You are viewing a plain text version of this content. The canonical link for it is here.

Posted to issues@spark.apache.org by "Devaraj K (JIRA)" <ji...@apache.org> on 2018/10/17 00:00:00 UTC

[jira] [Commented] (SPARK-24787) Events being dropped at an alarming rate due to hsync being slow for eventLogging

    [ https://issues.apache.org/jira/browse/SPARK-24787?page=com.atlassian.jira.plugin.system.issuetabpanels:comment-tabpanel&focusedCommentId=16652687#comment-16652687 ] 

Devaraj K commented on SPARK-24787:
-----------------------------------

It seems here the overhead is coming due the force call FileChannel.force in Datanode which is part of the hsync to write the data to the storage device. And the hsync is not making much difference with and without the flag SyncFlag.UPDATE_LENGTH, it might be because the update length is simple call to NameNode to update the length.

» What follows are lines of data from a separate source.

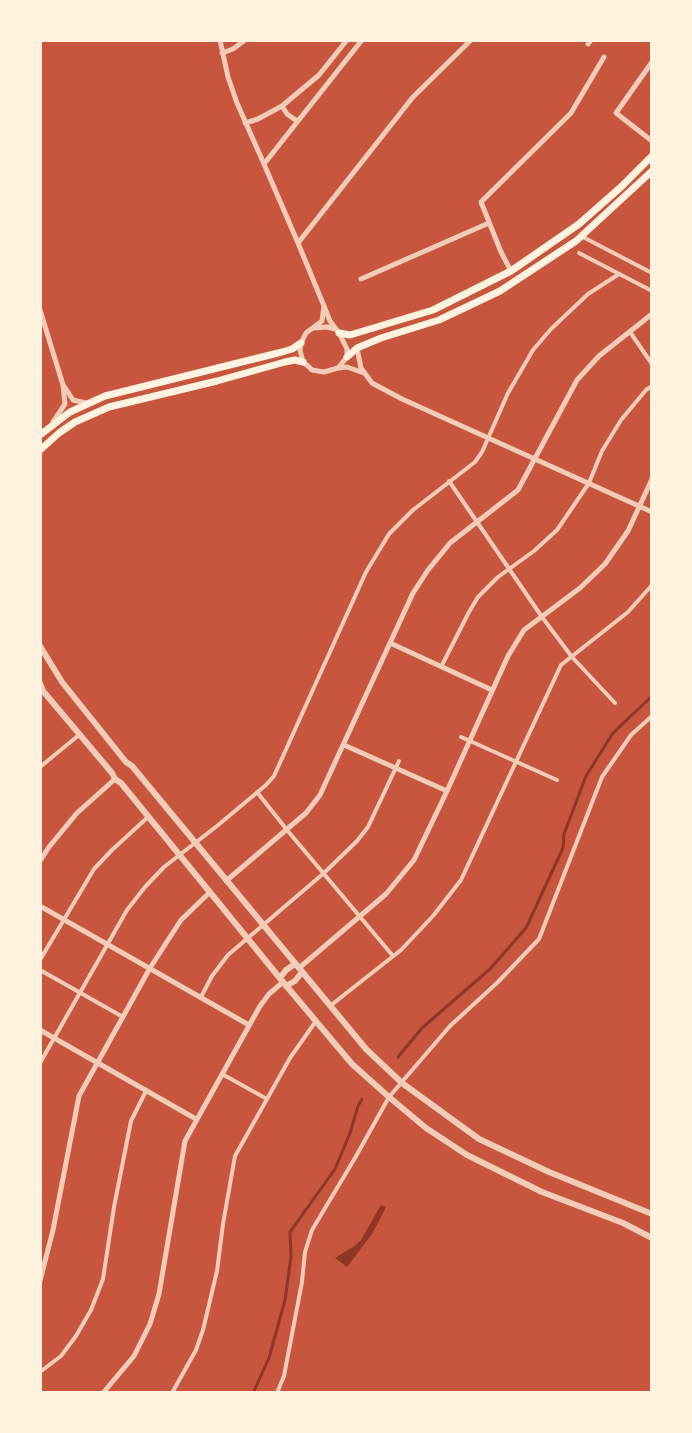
<!DOCTYPE html>
<html>
<head>
<meta charset="utf-8">
<style>
  body { margin:0 }
  #map { position:relative; width:692px; height:1433px; overflow:hidden; background:#c8553d; font-family:"Work Sans",sans-serif }
  canvas { display:block }
  .frame { position:absolute; inset:0; border:42px solid #fff3e0; pointer-events:none }
</style>
</head>
<body>
<div id="map">
<canvas width="692" height="1433"></canvas>
<div class="frame"></div>
</div>
<script>
const context = document.querySelector('canvas').getContext('2d');
context.lineJoin = 'round';
function fillPath(path, color) { context.fillStyle = color; context.fill(path, 'evenodd'); }
const toPath = rows => new Path2D(rows.map(r => 'M' + r).join(''));
function trace(path, color, width, dash) { context.strokeStyle = color; context.lineWidth = width; context.lineCap = dash ? 'butt' : 'round'; context.setLineDash(dash || []); context.stroke(path); }
fillPath(toPath([
  [381,1205,386,1207,379,1221,372,1234,347,1267,335,1258,356,1245,361,1240]
]), '#8f3625');
trace(toPath([
  [398,1057,422,1028,490,969,526,928,563,848,564,834,586,776,613,733,652,696],
  [253,1393,269,1358,285,1300,291,1257,290,1232,335,1169,350,1133,358,1106,362,1099]
]), '#8f3625', 3);
trace(toPath([
  [581,236,652,273],
  [579,253,652,291],
  [630,332,652,364],
  [449,481,542,617,572,657,615,703],
  [441,667,469,612,478,597,498,577,534,551,557,530,589,483,602,451,621,420,646,390,652,386],
  [461,737,557,780],
  [40,767,79,735],
  [257,792,287,830,393,956],
  [40,960,94,869,112,850,148,817],
  [40,970,123,1017],
  [201,997,212,976,228,955,324,873,357,841,368,827,399,761],
  [330,1006,401,950,433,916,461,880,561,665,628,612,652,585],
  [40,1063,127,910,145,887,164,867,217,826,266,785,274,776,366,572,389,534,413,510,475,462,482,452,508,393,533,350,551,329,588,294,619,274],
  [222,1074,267,1099],
  [40,1372,61,1356,76,1336,91,1310,103,1279,114,1207,131,1121,146,1091],
  [172,1393,196,1350,203,1330,217,1271,223,1224,235,1156,290,1058,316,1021],
  [277,1393,284,1376,302,1282,305,1252,312,1230,355,1158,389,1097,450,1026,498,982,539,939,602,777,631,735,652,716]
]), '#f1ccb7', 4);
trace(toPath([
  [220,40,228,77,237,103,264,164,298,243,324,306,330,321,339,333,347,349,347,357,338,368,324,372,312,370,308,366,303,362,300,350,301,343,306,333,322,321,324,306],
  [588,44,591,40],
  [222,53,233,49,245,40],
  [652,62,616,113,652,141],
  [282,106,287,114,297,121],
  [245,123,258,119,282,106,319,75,347,40],
  [264,164,362,40],
  [298,243,413,97,471,40],
  [511,271,501,252,481,202,571,113,604,57],
  [361,279,489,223],
  [40,310,63,385,65,404,53,422],
  [314,328,327,327,335,329],
  [357,348,361,368,372,383,402,399,652,512],
  [339,368,347,367,364,373],
  [64,386,73,400,86,403],
  [390,643,492,690],
  [344,745,447,791],
  [40,861,49,847,77,813,115,779],
  [226,881,306,813,320,795,413,593,428,570,450,543,518,490,577,380,599,356,652,314],
  [40,906,249,1025],
  [299,968,386,894,414,860,447,791,508,656,524,630,580,588,605,564,628,531,652,479],
  [40,1030,196,1119],
  [40,1281,53,1230,79,1096,150,968,181,920,209,893],
  [103,1393,134,1356,150,1324,159,1294,185,1141,260,1006,269,994,283,982]
]), '#f1ccb7', 5);
trace(toPath([
  [40,646,62,682,126,762,132,766,366,1049,402,1083,479,1139,549,1172,652,1214],
  [40,683,43,691,112,773,115,779,121,783,283,982,352,1064,389,1097,426,1128,467,1155,542,1192,623,1223,652,1238],
  [280,978,286,970,295,964],
  [286,986,295,981,302,972]
]), '#f1ccb7', 6);
trace(toPath([
  [339,333,350,335,433,310,511,271,579,224,621,187,652,156],
  [347,357,357,348,381,338,439,320,500,291,576,241,652,171],
  [40,435,70,412,105,396,282,352,292,349,301,343],
  [40,450,59,433,75,422,109,407,217,381,285,362,295,360,303,362]
]), '#fff3e0', 7);
</script>
</body>
</html>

I think the hsync change can be reverted, and the history server can get the latest file length using the DFSInputStream.getFileLength() which includes lastBlockBeingWrittenLength, if the cached length is same as FileStatus.getLen() then history server can make additional call to get the latest length using DFSInputStream.getFileLength() and decide whether to update the history log or not.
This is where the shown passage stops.